The Impressionists at the National Gallery

by Bubbly
6 min read
Degas's pastel Ballet Dancers, five performers resting in orange and turquoise tutus, National Gallery, London

The National Gallery in London turned two hundred in 2025, and to mark it the whole collection was rehung and a few new works came in. One of them is this pastel by Edgar Degas: five ballet dancers resting in the wings, in orange and turquoise tutus, their poses less graceful than tired. Behind the colour are aching feet, and a dancer slumped with her head in her hand. I went to see it on a grey December afternoon, on a slow walk through the Gallery’s Impressionist rooms.

The Impressionists painted modern life as they found it: dancers and boulevards, railway stations and river fog, weather and crowds. A surprising number of the paintings in these rooms passed at some point through the hands of one man, the dealer Paul Durand-Ruel, who owned this very Degas and spent his life backing painters almost nobody else would buy. He turns up again a few steps away, in the story of how some of these artists came to be in London at all.

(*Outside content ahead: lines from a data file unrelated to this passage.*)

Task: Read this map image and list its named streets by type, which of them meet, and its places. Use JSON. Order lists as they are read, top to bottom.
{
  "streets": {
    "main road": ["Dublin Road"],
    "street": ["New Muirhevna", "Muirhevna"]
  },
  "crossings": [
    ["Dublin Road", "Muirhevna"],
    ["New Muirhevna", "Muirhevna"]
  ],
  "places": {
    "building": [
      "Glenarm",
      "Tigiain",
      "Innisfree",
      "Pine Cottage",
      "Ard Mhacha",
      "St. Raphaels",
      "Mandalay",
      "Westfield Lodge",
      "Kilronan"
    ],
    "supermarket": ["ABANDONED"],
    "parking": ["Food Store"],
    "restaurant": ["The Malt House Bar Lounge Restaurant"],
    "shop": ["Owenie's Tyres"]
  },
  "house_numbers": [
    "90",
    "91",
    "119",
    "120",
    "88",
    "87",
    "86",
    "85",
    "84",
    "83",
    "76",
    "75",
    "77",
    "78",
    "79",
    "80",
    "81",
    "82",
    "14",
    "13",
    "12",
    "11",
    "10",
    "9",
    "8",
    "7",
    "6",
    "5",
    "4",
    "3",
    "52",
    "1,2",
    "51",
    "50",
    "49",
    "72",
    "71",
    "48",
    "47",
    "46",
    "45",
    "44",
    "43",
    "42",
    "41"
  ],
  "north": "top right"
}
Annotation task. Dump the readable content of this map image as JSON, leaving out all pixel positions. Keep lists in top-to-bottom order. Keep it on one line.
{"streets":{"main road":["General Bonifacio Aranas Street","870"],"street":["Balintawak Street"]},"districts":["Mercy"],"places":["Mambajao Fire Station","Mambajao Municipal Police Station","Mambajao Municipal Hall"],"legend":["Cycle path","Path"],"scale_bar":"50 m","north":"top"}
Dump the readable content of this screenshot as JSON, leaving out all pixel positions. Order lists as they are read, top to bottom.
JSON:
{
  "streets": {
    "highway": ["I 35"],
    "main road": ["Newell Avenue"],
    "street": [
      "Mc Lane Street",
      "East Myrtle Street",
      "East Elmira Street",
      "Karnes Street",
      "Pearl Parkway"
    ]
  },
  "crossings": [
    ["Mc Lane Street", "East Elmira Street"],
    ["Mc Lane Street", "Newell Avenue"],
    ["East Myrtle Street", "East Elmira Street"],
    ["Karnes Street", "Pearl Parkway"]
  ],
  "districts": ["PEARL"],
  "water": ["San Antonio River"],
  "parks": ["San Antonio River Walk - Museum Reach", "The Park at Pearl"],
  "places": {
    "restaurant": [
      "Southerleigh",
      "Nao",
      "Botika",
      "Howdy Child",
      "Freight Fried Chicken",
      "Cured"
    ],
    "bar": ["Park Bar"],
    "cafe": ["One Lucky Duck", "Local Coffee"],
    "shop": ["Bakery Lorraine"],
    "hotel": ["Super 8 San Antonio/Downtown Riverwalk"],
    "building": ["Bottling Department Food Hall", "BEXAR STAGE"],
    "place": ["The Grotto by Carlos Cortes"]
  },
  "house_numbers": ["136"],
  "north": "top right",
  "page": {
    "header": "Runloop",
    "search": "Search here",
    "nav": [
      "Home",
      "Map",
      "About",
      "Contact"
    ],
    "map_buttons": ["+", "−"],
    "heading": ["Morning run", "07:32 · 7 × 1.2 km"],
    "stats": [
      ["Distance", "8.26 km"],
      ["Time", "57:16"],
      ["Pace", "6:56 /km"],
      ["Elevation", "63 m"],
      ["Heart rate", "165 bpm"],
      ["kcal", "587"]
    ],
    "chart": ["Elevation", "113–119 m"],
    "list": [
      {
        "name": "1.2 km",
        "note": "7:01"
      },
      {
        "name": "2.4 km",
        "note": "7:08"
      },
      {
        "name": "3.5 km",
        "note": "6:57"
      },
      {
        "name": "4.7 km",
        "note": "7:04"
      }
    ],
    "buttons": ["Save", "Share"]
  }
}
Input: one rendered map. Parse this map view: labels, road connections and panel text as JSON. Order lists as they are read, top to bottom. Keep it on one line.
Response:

I knew a lot of these painters long before I reached this room. I had read about them for years, and I had stood in front of Monet, Renoir and Degas in Paris, at the Musée d’Orsay, the Orangerie and out at Giverny. What I did not expect was to find so many of them here in London. The Impressionist rooms were packed, shoulder to shoulder, and I left promising myself I would come back and linger.

The Impressionists at a Glance
🩰 The newcomer · Degas’s pastel Ballet Dancers, acquired in 2025 for the Gallery’s bicentenary and hung in Room 42.
🎨 The refuge story · Monet and Pissarro fled the Franco-Prussian War to London in 1870, met the dealer Paul Durand-Ruel there, and studied Turner and Constable.
🌫️ The London picture · Monet’s The Thames below Westminster, painted around 1871, with Parliament rising through the fog.
🌃 The night scene · Pissarro’s Boulevard Montmartre at Night, the only nocturne among his fourteen views of the boulevard.
The crowd-pleaser · Renoir’s The Umbrellas, painted in two stages in the 1880s, his style visibly changing inside one picture.
💷 Cost · Nothing. The permanent collection is free, and the Impressionist rooms sit together.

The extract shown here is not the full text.